Orli Cotel, a media coordinator for the Sierra Club, put the costs in perspective. Cotel said about 30,000 plaintiffs are listed in the suit Exxon is fighting. "Twenty-five million dollars seems like a lot," Cotel said, "but if you divide it by 30,000, it comes to like $830 per person," or $52 a year since their livelihoods were destroyed. Cotel noted that in the 16 years since the spill, more than 3,000 of the plaintiffs, mostly fishermen in the sound, have died without receiving any compensation. "Exxon is basically saying, 'We've made more money than any company on earth and we refuse to help out these poor fishermen whose businesses we've crippled.' It's more than offensive, it's morally wrong."

Cotel pointed out that the second episode of the club's new television show, Sierra Club Chronicles, details what life has been like in the town of Cordova, one of the fishing economies ruined by the spill. The show, which airs on Feb. 8, features some particularly damning Exxon footage from 1989.

"Right after the Valdez spill," Cotel explained, "Exxon held a town hall meeting, and we've got footage of their spokesperson standing up in front of the crowd of people saying, 'You are lucky, and you don't know how lucky you are because this was Exxon and it wasn't some other company, and Exxon does things right, and we're going to do right by you.' And you know, it was pure PR."

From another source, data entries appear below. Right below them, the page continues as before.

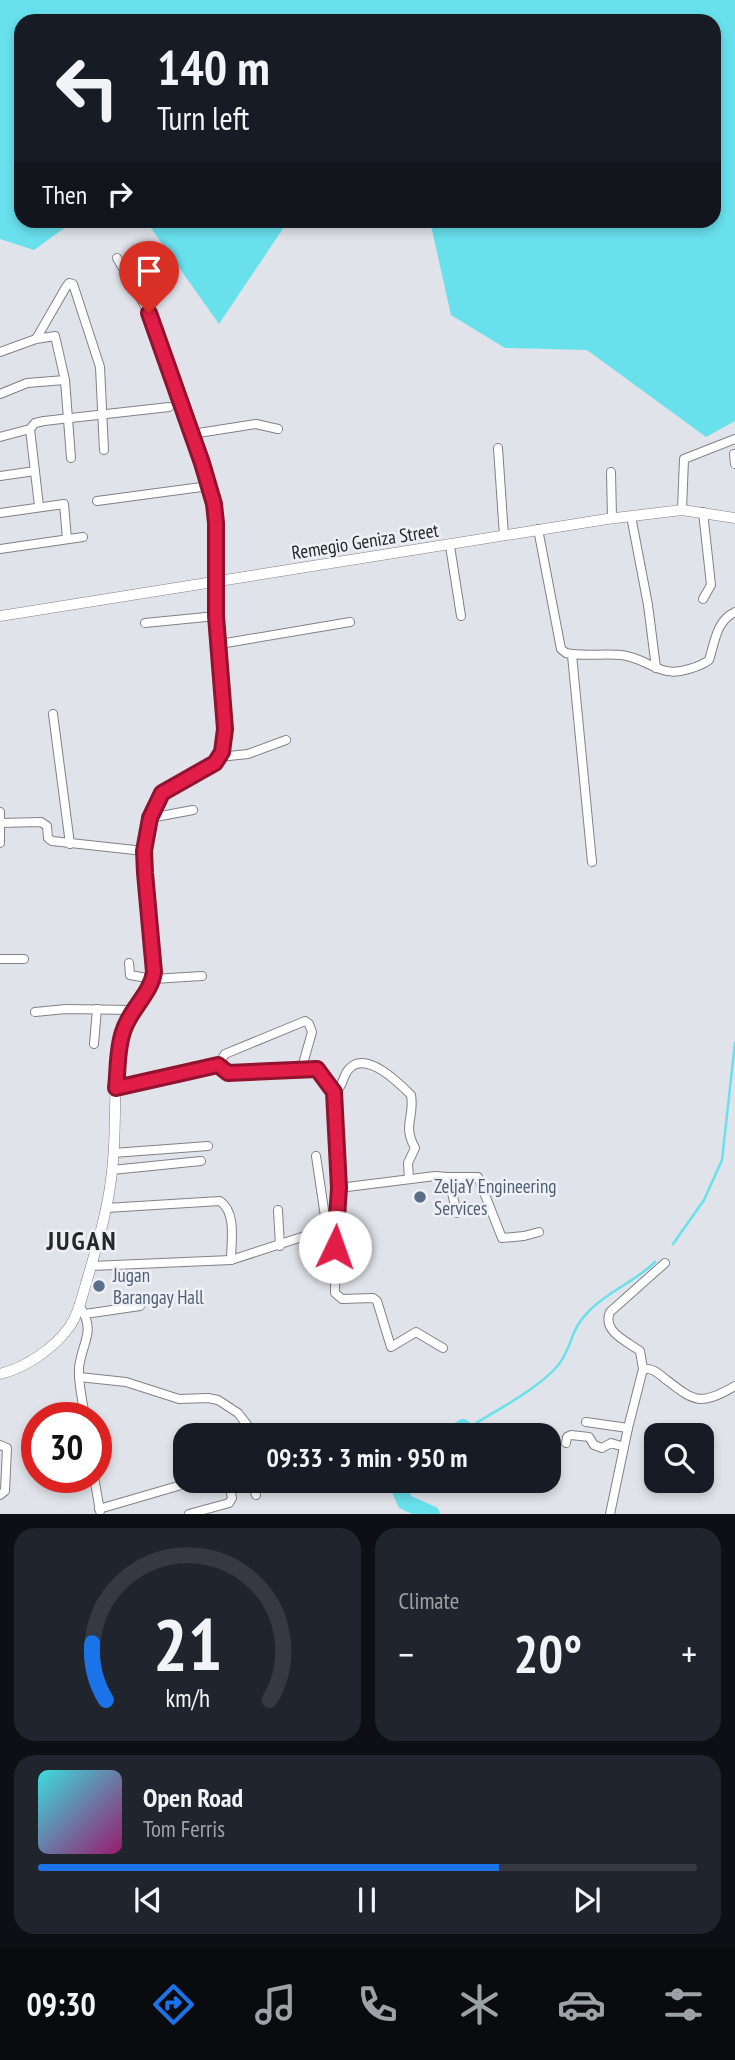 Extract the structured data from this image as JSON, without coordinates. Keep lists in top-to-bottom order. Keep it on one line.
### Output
{"streets":{"street":["Remegio Geniza Street"]},"districts":["JUGAN"],"places":["ZeljaY Engineering Services","Jugan Barangay Hall"],"page":{"turn":["140 m","Turn left"],"then":"Then","limit":"30","trip":"09:33 · 3 min · 950 m","tile":"Climate","heat":["−","20°","+"],"song":["Open Road","Tom Ferris"],"tabs":"09:30","gauge":["21","km/h"]}} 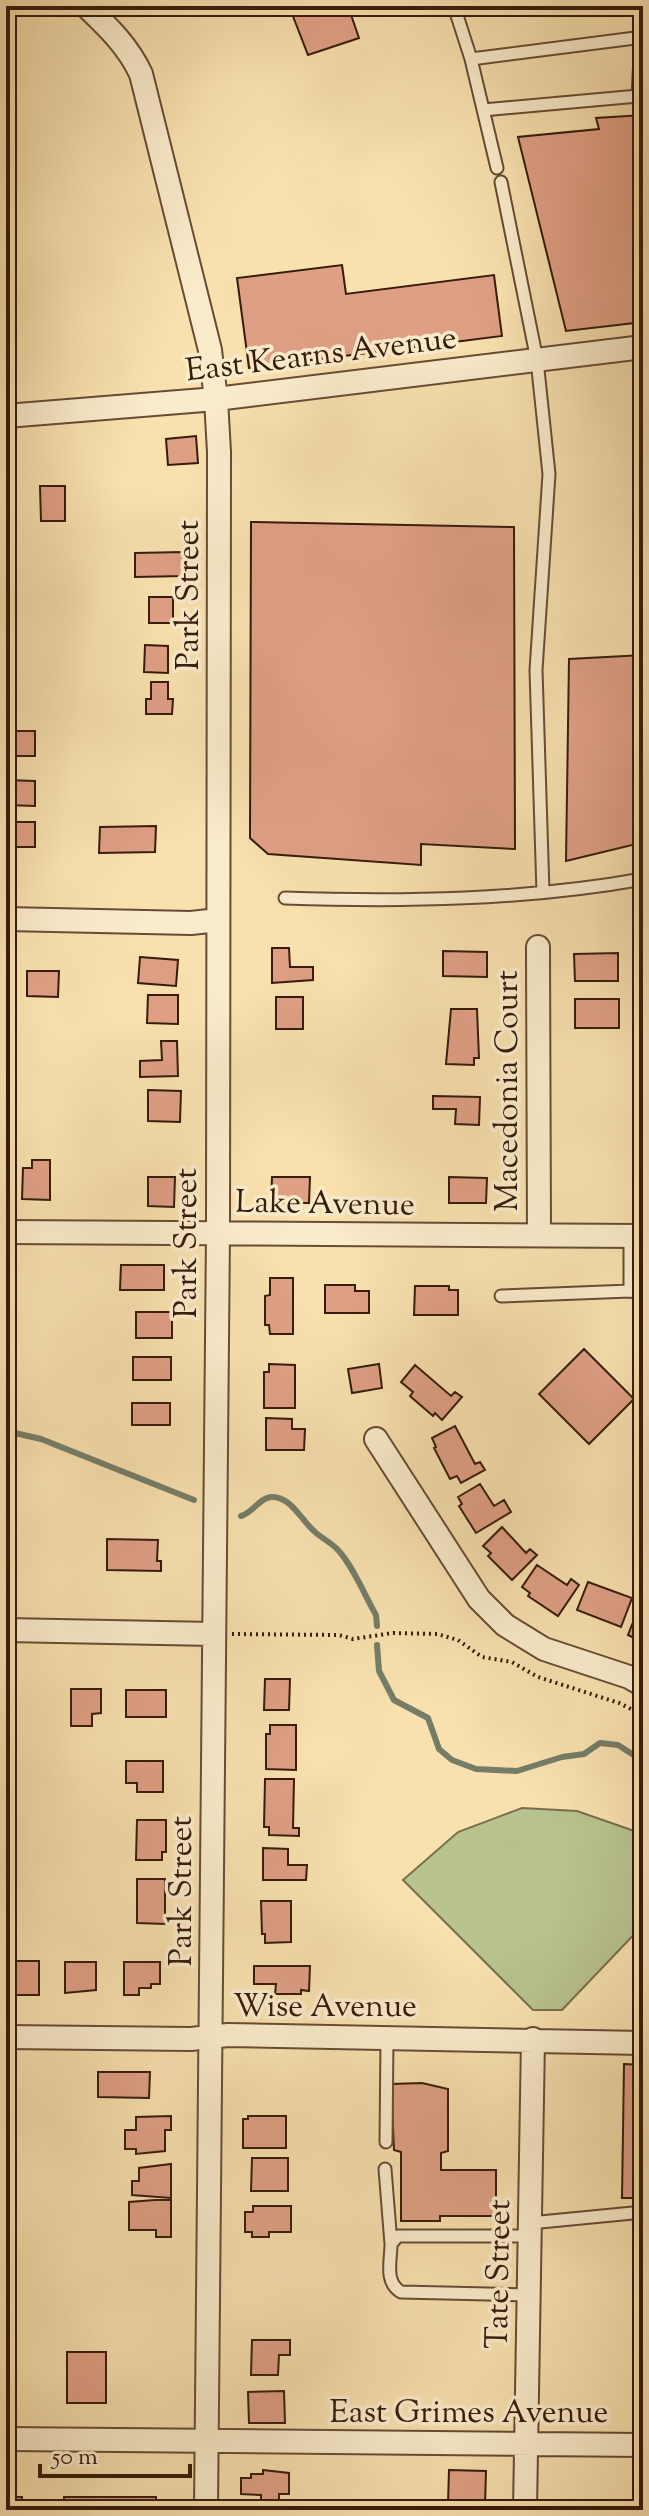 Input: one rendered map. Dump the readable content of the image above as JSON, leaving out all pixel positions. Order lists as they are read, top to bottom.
{
  "streets": {
    "street": [
      "East Kearns Avenue",
      "Park Street",
      "Macedonia Court",
      "Lake Avenue",
      "Wise Avenue",
      "Tate Street",
      "East Grimes Avenue"
    ]
  },
  "crossings": [
    ["East Kearns Avenue", "Park Street"],
    ["Park Street", "Lake Avenue"],
    ["Park Street", "Wise Avenue"],
    ["Park Street", "East Grimes Avenue"],
    ["Macedonia Court", "Lake Avenue"],
    ["Wise Avenue", "Tate Street"],
    ["Tate Street", "East Grimes Avenue"]
  ],
  "scale_bar": "50 m"
}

With profits like these, Exxon -- as well as Chevron and almost any oil company -- can afford to ignore its promises as easily as it does the basic idea of good corporate citizenship. Which is why Public Citizen's Tyson Slocum testified before Congress last week [PDF] to urge a governmental fix to the problem. The first step in the group's proposed solution is a windfall tax, which would in essence label these undeniably excessive profits as such and allow Congress to take a portion of the profits and put them to better use.

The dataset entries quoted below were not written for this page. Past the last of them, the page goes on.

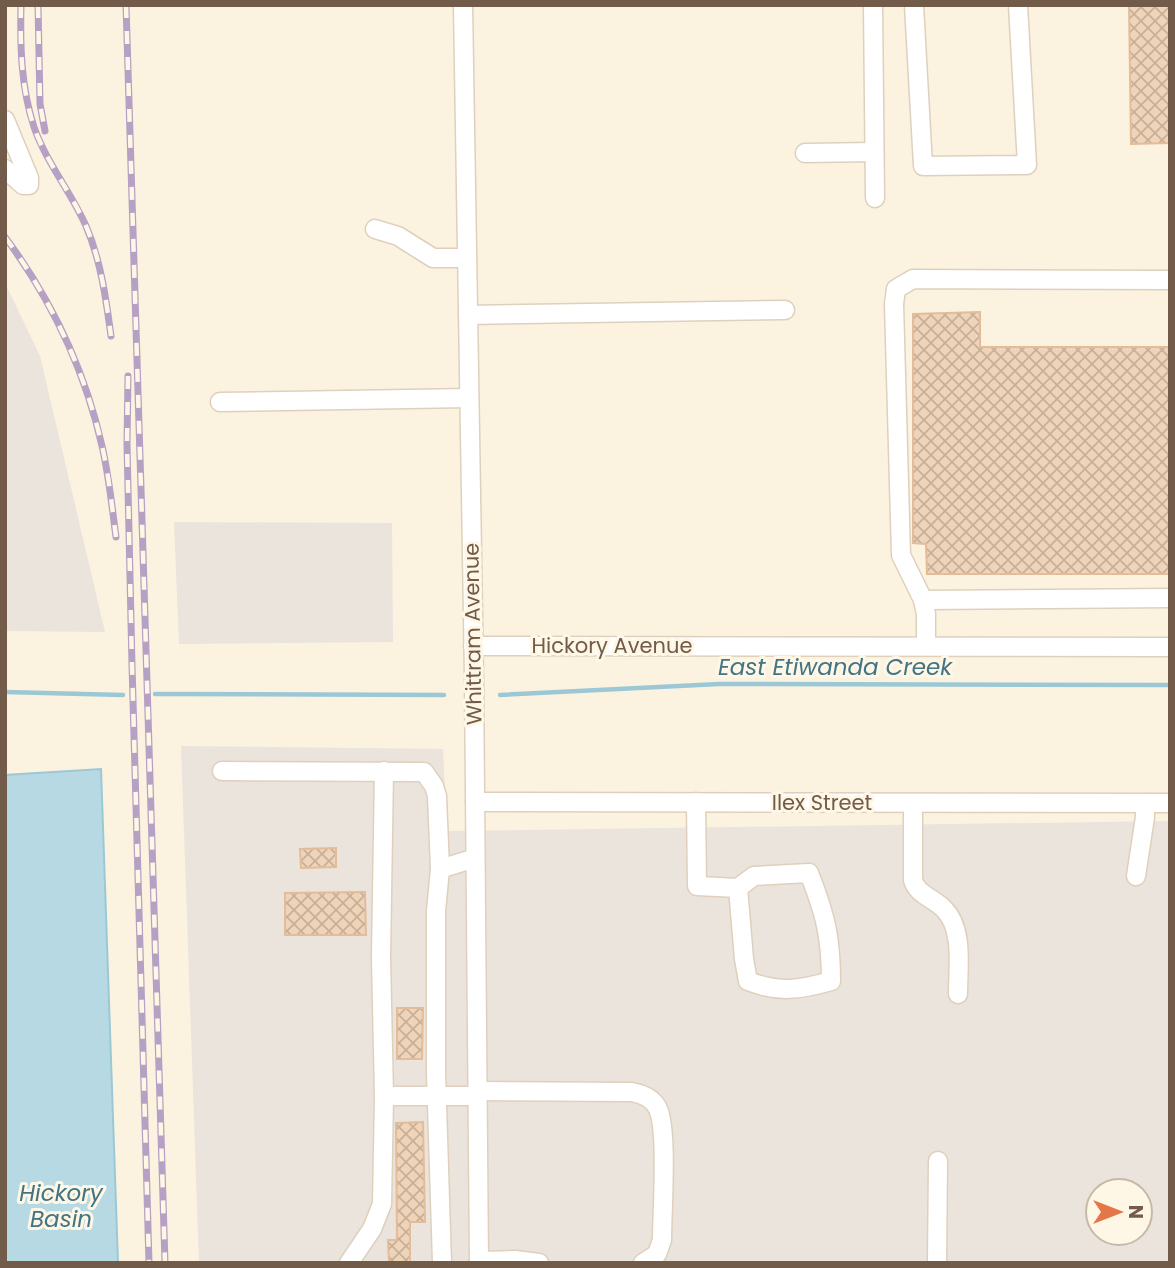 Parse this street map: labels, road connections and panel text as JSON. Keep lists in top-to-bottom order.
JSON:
{
  "streets": {
    "street": ["Whittram Avenue", "Hickory Avenue", "Ilex Street"]
  },
  "crossings": [
    ["Whittram Avenue", "Hickory Avenue"],
    ["Whittram Avenue", "Ilex Street"]
  ],
  "water": ["East Etiwanda Creek", "Hickory Basin"],
  "north": "right"
}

Slocum said that using the windfall tax idea -- used in a very similar situation by Jimmy Carter in 1979 -- will take some of the extra zeroes off those profits and redirect them towards necessary projects like improving mass transit, increasing sustainable fuel programs, and making our homes and buildings more energy efficient. "These are all investments that ExxonMobil will never make, but they are investments that are necessary if we're going to get our way out of this energy crisis."
Matthew Wheeland is AlterNet's managing editor.